Task details — Across the listing below, how many lines include the string "sans"? Reply with the number alone.
§
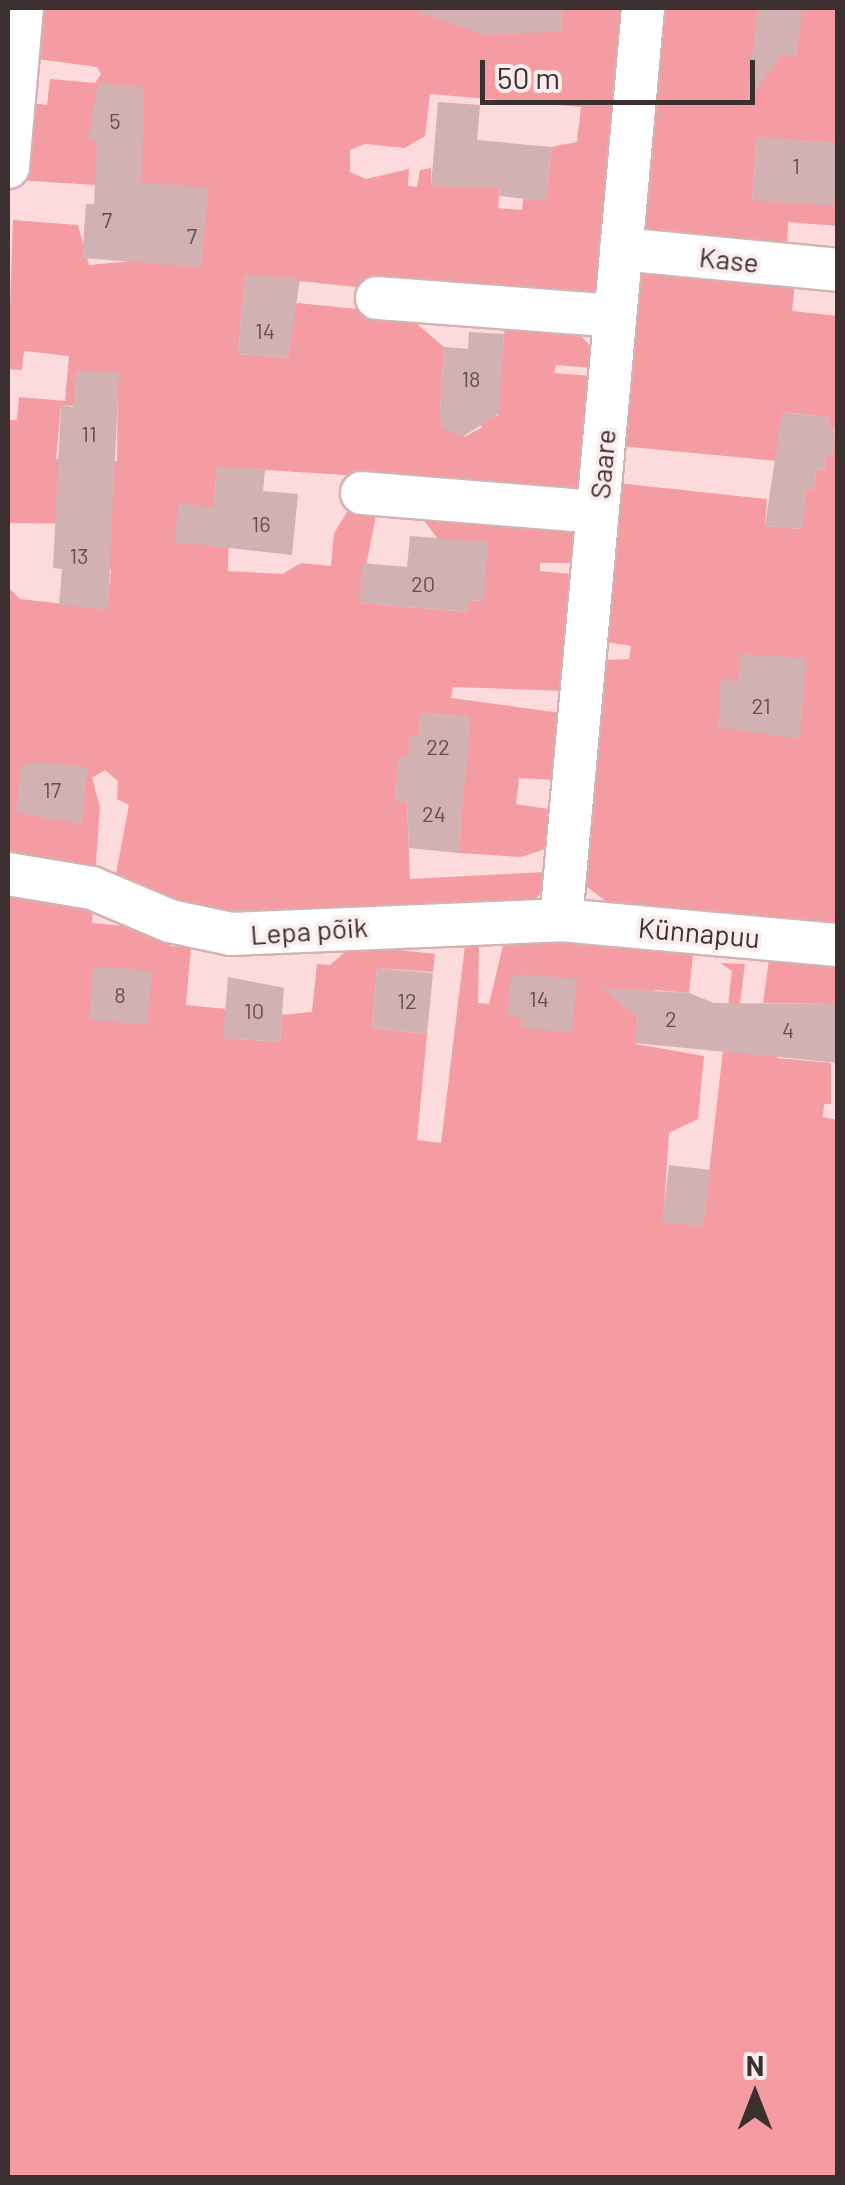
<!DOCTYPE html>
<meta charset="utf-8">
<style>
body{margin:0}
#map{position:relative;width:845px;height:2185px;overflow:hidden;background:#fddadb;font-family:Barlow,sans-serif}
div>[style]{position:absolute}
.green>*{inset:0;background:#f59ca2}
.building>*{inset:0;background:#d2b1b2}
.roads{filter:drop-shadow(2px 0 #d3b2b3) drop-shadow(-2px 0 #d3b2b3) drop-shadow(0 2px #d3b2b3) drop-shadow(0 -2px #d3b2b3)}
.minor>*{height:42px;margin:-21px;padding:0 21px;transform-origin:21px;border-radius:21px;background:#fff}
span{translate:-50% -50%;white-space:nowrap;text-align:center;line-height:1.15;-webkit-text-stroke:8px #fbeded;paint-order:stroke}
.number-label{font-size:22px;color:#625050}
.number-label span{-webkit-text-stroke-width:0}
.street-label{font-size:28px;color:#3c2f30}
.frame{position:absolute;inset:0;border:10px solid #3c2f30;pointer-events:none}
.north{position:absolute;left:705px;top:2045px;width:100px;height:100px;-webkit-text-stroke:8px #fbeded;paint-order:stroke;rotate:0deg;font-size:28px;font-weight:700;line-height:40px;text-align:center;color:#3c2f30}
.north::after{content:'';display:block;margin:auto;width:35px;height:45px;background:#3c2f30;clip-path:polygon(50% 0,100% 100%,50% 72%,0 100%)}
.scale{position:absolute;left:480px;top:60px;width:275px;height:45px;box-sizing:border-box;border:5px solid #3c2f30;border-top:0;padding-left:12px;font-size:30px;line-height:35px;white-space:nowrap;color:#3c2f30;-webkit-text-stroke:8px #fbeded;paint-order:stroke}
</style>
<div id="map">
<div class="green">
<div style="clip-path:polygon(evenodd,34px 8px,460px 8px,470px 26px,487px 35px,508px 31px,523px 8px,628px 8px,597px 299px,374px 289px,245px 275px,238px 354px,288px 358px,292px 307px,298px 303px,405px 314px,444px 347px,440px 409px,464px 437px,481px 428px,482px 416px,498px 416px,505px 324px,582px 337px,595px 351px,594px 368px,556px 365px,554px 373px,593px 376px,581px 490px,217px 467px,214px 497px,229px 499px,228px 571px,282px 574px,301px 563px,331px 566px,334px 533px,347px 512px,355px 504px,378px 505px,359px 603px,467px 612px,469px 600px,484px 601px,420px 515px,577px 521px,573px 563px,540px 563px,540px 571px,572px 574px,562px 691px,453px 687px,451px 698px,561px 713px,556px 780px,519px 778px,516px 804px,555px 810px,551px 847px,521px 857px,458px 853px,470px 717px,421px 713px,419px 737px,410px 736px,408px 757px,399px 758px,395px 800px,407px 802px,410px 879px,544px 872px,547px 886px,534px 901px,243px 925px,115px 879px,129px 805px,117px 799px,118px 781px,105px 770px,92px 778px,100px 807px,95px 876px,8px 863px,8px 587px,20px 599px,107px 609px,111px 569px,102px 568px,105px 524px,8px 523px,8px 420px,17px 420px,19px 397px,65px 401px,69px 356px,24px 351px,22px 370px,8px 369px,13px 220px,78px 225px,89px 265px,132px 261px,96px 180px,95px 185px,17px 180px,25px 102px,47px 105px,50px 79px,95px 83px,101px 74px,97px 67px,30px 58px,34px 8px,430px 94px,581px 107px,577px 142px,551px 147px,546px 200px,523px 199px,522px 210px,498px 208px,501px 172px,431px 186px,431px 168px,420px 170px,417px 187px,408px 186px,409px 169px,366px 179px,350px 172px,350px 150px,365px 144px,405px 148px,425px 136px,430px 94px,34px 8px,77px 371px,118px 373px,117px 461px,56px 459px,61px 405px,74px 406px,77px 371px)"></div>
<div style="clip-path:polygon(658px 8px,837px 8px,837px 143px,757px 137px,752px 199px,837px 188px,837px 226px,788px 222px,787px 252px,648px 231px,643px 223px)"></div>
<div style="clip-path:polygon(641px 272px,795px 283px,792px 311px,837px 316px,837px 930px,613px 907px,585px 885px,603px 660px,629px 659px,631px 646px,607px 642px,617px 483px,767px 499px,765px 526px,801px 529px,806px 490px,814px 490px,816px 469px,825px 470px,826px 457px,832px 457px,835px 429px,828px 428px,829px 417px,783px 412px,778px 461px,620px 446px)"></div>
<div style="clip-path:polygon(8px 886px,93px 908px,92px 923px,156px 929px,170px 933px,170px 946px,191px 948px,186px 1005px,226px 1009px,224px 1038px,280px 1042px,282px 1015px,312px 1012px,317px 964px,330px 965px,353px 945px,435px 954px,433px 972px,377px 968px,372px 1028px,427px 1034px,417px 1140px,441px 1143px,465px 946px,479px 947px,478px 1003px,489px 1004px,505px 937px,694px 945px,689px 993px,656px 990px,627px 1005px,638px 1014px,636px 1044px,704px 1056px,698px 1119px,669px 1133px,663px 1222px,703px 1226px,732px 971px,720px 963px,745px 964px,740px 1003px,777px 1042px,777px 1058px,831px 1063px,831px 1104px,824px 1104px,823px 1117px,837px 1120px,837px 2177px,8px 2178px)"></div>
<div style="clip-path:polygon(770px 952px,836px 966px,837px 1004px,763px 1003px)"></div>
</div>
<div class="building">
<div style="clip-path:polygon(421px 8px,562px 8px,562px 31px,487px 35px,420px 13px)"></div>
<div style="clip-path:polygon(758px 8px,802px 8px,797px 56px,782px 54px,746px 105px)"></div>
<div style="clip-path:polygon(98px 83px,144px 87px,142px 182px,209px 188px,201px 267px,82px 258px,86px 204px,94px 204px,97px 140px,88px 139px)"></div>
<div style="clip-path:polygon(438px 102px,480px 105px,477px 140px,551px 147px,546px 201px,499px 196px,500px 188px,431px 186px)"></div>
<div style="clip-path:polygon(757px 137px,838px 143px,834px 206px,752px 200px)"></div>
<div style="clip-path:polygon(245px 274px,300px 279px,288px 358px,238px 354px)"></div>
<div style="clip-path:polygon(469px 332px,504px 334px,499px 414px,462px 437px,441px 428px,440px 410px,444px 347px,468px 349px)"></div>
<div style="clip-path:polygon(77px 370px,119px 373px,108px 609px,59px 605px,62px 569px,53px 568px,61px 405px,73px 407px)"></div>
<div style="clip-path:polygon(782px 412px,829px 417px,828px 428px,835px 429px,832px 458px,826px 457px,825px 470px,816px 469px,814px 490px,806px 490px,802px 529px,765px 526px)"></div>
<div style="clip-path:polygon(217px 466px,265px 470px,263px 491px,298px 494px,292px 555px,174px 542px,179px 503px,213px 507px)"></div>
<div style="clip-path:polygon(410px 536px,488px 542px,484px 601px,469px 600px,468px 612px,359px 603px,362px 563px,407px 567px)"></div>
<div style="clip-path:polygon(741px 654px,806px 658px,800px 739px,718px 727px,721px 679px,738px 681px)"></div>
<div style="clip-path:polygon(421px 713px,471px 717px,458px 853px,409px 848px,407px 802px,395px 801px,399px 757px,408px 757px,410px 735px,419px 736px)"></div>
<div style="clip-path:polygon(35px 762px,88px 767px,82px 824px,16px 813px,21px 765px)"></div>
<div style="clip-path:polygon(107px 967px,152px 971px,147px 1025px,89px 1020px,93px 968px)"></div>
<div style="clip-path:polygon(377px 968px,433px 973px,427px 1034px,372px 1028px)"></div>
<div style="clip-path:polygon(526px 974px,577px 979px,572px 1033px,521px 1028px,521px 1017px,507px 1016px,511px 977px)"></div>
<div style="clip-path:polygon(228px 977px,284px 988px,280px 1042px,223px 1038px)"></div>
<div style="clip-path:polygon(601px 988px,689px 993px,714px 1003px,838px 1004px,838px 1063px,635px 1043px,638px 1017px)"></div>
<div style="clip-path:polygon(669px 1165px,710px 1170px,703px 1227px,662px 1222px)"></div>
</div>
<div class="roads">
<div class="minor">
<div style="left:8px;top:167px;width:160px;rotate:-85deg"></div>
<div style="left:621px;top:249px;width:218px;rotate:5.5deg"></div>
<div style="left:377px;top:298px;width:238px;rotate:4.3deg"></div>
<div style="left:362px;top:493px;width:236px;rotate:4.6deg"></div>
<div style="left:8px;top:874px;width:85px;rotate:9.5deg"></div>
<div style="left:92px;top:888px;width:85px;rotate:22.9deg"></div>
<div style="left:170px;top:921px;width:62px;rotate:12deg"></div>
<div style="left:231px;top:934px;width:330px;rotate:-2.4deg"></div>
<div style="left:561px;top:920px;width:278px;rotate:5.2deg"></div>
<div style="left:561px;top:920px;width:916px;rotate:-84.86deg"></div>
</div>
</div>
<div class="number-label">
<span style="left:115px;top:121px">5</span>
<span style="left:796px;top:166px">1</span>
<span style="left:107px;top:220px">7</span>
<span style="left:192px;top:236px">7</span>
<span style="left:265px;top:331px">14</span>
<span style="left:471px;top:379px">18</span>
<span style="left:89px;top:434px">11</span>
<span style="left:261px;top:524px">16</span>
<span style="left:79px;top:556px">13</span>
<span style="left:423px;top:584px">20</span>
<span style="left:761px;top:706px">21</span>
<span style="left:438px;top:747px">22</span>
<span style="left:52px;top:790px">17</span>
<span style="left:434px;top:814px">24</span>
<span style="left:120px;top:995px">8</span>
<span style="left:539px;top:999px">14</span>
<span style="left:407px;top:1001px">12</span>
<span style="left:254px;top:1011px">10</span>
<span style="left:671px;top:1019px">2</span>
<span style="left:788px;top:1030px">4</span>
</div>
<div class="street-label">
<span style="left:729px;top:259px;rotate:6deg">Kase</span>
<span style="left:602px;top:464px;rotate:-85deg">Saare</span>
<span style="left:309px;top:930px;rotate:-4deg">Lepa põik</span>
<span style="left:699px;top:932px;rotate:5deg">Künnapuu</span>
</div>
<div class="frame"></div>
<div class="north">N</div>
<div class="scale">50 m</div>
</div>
§
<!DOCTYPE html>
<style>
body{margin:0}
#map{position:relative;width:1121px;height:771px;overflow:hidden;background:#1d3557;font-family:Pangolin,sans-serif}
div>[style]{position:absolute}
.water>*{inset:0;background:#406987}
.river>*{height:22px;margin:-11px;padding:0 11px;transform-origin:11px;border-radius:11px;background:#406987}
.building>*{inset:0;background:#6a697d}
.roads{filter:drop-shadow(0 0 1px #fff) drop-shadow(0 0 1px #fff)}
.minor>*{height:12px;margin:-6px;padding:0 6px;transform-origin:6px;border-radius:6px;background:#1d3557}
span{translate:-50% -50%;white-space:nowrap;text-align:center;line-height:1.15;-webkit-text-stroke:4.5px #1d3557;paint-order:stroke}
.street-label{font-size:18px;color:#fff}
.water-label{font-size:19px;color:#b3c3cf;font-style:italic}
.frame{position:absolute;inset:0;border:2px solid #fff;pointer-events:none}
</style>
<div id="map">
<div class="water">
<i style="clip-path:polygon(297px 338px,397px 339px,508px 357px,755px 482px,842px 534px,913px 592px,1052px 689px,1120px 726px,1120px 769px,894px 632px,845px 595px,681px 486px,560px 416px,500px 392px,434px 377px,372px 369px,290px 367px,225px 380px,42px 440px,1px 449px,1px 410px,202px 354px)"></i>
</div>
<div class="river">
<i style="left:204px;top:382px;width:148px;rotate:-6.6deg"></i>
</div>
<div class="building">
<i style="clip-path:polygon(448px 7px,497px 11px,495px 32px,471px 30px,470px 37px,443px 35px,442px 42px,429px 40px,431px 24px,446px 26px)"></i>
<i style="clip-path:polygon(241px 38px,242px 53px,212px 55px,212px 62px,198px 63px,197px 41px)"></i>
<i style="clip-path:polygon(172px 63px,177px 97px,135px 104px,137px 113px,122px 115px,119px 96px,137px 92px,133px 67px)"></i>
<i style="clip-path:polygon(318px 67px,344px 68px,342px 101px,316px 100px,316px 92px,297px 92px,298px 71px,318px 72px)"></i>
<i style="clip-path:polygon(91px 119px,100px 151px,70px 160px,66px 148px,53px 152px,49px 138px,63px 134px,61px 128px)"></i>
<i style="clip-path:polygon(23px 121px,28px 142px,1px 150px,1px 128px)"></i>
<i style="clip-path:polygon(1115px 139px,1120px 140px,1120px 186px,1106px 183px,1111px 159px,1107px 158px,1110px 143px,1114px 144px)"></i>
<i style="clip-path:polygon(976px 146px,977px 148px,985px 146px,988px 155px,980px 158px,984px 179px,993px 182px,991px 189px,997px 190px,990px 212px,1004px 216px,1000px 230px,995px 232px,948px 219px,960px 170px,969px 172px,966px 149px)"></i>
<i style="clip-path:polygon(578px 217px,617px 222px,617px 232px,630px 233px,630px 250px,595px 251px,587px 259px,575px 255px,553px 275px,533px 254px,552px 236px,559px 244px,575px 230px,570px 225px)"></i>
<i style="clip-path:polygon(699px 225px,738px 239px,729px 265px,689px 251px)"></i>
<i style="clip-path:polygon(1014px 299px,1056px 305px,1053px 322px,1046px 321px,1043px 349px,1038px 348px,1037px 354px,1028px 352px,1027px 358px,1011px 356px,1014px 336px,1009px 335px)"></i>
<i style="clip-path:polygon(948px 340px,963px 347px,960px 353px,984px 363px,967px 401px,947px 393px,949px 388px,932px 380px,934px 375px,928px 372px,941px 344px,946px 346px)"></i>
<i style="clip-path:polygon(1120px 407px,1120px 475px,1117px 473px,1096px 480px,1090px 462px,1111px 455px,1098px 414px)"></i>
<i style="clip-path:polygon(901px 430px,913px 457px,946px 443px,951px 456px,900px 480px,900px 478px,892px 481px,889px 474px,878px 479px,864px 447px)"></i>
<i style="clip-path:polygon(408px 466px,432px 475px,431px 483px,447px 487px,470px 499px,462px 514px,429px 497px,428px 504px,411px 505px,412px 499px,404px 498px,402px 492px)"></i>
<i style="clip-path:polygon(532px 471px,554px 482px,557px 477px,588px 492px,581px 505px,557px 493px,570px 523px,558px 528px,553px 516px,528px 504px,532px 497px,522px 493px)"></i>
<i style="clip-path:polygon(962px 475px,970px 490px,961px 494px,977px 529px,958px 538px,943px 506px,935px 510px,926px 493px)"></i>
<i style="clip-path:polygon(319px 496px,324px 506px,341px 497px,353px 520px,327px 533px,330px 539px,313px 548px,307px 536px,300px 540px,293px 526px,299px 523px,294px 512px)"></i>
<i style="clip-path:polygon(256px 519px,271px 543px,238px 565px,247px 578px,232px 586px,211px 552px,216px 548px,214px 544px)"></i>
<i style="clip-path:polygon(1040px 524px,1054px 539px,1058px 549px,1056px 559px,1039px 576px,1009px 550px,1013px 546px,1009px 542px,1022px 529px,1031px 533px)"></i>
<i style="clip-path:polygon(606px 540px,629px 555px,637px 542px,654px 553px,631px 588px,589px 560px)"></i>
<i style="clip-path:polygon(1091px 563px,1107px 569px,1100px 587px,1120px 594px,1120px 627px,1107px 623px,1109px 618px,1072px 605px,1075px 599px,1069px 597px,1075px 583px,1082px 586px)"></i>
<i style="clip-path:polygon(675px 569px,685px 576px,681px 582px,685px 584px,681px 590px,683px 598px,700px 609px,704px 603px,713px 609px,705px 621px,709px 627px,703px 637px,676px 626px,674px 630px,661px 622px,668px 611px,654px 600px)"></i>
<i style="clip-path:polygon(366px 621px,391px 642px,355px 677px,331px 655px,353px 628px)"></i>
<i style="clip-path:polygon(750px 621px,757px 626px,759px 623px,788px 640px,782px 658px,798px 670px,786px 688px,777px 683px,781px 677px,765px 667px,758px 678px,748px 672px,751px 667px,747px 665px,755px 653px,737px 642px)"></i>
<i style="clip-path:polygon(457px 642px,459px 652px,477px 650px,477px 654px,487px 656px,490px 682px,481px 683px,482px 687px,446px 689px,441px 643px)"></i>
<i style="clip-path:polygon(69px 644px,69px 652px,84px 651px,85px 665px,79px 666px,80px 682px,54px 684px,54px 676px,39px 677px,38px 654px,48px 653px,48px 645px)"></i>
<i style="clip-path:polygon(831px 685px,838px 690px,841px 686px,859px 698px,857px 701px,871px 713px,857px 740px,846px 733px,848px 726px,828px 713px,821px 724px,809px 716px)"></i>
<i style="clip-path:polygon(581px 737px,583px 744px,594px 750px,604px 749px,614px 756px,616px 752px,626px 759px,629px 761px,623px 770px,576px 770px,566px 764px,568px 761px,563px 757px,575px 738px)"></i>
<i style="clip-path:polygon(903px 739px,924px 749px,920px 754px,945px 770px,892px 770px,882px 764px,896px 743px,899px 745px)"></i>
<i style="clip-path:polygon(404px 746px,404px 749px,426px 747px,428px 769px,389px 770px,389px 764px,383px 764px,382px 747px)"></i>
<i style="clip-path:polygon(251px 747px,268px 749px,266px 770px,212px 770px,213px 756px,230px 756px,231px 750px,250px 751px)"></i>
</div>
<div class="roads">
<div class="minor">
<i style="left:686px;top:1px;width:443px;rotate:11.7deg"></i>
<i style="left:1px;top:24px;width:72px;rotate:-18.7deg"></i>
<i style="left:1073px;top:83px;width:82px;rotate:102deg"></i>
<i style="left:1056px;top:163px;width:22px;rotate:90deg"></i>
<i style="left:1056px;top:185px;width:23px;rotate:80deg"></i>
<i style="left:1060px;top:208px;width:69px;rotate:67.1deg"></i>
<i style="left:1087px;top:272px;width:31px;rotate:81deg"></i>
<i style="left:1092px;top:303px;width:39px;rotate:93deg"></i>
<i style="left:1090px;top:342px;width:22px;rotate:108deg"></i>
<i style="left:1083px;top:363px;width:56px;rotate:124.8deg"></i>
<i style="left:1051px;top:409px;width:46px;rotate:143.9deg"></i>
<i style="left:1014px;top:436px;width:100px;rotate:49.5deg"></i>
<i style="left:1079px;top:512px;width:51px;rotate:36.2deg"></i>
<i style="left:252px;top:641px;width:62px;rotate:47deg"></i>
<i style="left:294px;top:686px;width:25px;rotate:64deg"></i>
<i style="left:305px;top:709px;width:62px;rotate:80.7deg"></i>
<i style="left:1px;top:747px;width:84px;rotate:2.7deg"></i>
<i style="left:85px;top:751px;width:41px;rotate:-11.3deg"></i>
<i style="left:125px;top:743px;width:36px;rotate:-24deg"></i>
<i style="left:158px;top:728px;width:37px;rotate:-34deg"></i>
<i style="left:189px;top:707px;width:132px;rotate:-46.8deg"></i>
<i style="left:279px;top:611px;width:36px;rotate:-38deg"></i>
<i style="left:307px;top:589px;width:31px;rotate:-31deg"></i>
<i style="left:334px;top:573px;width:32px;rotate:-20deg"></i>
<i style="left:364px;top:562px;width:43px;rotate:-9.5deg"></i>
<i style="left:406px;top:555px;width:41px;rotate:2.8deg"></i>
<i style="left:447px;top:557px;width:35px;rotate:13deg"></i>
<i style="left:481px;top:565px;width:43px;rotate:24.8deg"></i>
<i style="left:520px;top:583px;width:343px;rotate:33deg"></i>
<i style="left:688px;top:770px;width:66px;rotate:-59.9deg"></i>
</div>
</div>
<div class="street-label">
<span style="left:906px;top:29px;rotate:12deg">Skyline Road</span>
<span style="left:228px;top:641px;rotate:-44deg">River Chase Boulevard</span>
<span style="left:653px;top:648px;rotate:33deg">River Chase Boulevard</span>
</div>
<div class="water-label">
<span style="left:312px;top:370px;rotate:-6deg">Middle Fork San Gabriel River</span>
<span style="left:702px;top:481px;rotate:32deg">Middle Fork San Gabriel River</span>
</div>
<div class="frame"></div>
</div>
§
Answer section — 2